Load and join observed Doubs data

library(spesim)
library(ggplot2)
library(sf)
library(dplyr)

pkg_file <- function(subpath, folder = "extdata") {
  p_inst <- system.file(folder, subpath, package = "spesim")
  if (nzchar(p_inst) && file.exists(p_inst)) return(p_inst)
  cand <- c(file.path("inst", folder, subpath), file.path("..", "inst", folder, subpath))
  for (p in cand) if (file.exists(p)) return(p)
  stop("Could not find: ", subpath)
}

read_with_site <- function(path) {
  x <- read.csv(path, check.names = FALSE)
  if ("" %in% names(x)) names(x)[names(x) == ""] <- "site"
  x
}

doubs_spa <- read_with_site(pkg_file("DoubsSpa.csv"))
doubs_env <- read_with_site(pkg_file("DoubsEnv.csv"))
doubs_spe <- read_with_site(pkg_file("DoubsSpe.csv"))

doubs <- merge(doubs_spa, doubs_env, by = "site", sort = TRUE)
names(doubs)[names(doubs) == "X"] <- "x"
names(doubs)[names(doubs) == "Y"] <- "y"
doubs$linear_pos <- (doubs$dfs - min(doubs$dfs)) / (max(doubs$dfs) - min(doubs$dfs))
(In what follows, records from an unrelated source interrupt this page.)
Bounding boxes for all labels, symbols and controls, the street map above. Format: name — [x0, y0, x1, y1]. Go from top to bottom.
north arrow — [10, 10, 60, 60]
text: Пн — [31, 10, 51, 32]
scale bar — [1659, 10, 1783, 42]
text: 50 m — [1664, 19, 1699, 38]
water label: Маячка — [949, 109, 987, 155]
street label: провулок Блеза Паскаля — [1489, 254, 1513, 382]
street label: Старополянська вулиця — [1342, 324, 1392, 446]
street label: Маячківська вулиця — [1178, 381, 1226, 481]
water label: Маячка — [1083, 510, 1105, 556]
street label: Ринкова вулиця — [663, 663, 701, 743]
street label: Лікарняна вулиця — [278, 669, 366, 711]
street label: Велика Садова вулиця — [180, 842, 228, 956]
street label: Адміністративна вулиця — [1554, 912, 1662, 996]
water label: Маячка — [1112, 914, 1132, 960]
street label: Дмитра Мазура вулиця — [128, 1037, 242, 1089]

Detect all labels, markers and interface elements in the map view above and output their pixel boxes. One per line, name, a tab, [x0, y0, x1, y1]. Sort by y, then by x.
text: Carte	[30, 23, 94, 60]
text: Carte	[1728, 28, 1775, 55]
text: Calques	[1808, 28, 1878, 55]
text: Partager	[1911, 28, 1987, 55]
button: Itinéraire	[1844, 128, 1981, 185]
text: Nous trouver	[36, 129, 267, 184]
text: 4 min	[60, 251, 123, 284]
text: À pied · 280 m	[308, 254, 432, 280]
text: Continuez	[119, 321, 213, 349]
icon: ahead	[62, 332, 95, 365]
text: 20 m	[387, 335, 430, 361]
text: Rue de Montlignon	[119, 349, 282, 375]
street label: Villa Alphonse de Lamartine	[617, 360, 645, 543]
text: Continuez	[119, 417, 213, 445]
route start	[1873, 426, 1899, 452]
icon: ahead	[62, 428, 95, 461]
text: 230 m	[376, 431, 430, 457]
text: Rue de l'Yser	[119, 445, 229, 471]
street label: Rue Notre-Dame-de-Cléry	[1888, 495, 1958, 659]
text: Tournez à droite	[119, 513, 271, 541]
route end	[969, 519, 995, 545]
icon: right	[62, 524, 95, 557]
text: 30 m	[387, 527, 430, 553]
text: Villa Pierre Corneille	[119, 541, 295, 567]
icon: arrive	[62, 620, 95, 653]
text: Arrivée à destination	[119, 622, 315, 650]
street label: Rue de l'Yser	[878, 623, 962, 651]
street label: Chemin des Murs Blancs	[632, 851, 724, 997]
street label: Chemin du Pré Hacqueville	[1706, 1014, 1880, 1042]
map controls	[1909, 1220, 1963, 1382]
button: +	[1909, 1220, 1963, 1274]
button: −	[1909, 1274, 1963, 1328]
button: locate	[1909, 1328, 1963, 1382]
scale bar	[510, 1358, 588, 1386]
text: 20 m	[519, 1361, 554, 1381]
site_coords_doubs <- doubs[, c("site", "x", "y", "linear_pos")]
site_coords_doubs$site <- as.character(site_coords_doubs$site)
doubs_abund <- doubs_spe
names(doubs_abund)[1] <- "site"
doubs_abund$site <- as.character(doubs_abund$site)
doubs_site_env <- doubs[, c("site", "dfs", "alt", "flo", "pH", "nit", "oxy", "bod")]
doubs_site_env$site <- as.character(doubs_site_env$site)

Step 1: Create the network

Construction rule

build_network_edges() creates a chain graph:

  • sort sites by linear_pos (here derived from dfs),
  • connect each site to the next one,
  • compute edge weight as segment length between coordinates,
  • if directed = TRUE, keep edge direction from low to high linear_pos.
doubs_edges <- build_network_edges(
  site_coords = site_coords_doubs,
  order_by = "linear_pos",
  directed = TRUE
)

head(doubs_edges, 8)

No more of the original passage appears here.